■ **SUPPLIED RECORDS**:
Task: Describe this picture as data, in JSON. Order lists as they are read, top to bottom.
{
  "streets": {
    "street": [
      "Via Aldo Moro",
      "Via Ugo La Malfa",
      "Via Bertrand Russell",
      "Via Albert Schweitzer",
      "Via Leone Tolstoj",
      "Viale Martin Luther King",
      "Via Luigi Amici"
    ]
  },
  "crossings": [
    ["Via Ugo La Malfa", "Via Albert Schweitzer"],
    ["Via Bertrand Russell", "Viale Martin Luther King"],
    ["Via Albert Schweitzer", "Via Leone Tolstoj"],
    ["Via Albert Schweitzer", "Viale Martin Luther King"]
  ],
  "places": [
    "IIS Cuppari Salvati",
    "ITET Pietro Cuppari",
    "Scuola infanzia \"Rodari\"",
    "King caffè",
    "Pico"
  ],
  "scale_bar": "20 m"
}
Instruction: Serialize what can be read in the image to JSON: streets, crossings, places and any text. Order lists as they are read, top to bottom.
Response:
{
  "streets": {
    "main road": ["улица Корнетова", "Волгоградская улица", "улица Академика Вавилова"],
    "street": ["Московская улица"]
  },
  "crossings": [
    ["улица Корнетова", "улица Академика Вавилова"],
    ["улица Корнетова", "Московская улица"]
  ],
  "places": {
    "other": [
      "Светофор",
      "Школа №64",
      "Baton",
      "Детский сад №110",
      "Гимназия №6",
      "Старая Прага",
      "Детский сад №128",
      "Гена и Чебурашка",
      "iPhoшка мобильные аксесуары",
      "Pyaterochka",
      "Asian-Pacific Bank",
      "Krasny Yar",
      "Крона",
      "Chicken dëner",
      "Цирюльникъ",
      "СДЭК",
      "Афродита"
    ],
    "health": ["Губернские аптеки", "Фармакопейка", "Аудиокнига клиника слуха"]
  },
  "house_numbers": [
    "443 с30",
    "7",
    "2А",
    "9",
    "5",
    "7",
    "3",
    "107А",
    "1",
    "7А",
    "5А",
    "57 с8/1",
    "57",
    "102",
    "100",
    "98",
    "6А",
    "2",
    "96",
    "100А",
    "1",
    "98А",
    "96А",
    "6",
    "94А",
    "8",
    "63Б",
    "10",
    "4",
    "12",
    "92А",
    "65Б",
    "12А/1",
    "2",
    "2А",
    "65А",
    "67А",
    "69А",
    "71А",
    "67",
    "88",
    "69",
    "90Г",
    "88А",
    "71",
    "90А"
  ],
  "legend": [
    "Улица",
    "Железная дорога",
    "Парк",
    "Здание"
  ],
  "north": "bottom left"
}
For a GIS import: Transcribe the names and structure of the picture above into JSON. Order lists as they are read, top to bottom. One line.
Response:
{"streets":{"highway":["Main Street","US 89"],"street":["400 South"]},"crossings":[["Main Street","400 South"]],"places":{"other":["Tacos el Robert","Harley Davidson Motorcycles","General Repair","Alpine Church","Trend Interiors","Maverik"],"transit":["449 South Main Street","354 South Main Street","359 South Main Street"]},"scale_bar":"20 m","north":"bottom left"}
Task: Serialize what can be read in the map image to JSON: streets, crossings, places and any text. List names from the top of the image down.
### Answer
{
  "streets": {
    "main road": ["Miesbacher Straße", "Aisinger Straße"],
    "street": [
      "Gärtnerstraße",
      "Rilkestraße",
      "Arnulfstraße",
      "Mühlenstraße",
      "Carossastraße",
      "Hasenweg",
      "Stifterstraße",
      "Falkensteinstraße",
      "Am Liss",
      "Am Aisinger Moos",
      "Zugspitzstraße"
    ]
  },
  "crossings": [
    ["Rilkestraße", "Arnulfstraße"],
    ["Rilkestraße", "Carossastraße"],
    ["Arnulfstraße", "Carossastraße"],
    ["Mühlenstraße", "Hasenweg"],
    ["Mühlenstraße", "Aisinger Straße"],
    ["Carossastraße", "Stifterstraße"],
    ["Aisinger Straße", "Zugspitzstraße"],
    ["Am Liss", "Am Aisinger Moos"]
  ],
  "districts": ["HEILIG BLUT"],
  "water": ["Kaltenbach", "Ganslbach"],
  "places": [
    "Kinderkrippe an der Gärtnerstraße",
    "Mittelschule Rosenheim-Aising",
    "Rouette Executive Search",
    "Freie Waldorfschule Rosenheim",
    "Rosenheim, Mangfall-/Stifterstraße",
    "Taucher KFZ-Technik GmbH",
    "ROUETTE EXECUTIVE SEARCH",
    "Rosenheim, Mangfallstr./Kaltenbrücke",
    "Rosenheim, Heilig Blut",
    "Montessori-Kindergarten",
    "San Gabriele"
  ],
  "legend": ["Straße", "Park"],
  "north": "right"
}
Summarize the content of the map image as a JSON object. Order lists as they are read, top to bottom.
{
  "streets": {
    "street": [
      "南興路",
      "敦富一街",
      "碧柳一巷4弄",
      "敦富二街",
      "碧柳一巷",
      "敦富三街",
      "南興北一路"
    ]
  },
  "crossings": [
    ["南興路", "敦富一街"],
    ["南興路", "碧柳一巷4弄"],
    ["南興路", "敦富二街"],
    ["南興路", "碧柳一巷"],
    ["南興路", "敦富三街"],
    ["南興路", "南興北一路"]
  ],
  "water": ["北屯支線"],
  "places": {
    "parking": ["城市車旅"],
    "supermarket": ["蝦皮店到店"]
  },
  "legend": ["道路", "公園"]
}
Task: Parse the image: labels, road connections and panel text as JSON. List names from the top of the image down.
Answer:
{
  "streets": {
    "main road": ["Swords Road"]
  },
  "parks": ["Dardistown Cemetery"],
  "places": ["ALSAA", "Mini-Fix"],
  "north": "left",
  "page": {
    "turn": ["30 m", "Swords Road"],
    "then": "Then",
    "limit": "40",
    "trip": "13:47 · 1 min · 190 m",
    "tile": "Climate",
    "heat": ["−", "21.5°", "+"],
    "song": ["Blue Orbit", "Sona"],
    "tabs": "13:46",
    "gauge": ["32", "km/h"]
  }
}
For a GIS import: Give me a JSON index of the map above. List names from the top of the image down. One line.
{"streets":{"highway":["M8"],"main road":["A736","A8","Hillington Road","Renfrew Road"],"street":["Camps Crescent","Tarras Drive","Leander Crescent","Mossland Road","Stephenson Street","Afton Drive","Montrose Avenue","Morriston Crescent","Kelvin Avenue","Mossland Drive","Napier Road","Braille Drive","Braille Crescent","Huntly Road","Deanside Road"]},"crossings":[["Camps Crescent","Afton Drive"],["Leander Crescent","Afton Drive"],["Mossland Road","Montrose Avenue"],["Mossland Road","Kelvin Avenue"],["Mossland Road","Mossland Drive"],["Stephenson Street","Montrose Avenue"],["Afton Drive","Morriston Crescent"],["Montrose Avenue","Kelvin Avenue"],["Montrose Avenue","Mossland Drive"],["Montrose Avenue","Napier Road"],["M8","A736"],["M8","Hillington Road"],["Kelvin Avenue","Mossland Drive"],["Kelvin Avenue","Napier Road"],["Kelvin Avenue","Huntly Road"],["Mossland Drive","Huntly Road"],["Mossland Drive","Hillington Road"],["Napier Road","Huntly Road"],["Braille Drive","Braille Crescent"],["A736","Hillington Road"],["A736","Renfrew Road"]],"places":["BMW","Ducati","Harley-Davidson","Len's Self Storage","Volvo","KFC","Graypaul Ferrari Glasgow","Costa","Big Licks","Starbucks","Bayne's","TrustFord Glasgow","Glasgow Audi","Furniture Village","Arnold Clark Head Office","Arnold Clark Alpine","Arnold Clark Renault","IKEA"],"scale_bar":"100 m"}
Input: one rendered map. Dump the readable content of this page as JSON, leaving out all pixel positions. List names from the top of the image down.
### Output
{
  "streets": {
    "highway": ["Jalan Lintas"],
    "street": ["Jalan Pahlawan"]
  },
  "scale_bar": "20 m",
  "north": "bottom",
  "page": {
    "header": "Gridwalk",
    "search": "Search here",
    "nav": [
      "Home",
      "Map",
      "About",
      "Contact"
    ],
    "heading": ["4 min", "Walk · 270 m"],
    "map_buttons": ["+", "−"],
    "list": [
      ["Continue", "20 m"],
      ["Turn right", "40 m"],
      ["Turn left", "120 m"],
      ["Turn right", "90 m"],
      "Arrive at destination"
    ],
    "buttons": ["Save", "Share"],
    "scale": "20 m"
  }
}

■ **INSTRUCTIONS FOR THE TASK**: Working through the records above, copy each line in which "Martin" is found.

■ **ANSWER BELOW**:
      "Viale Martin Luther King",
    ["Via Bertrand Russell", "Viale Martin Luther King"],
    ["Via Albert Schweitzer", "Viale Martin Luther King"]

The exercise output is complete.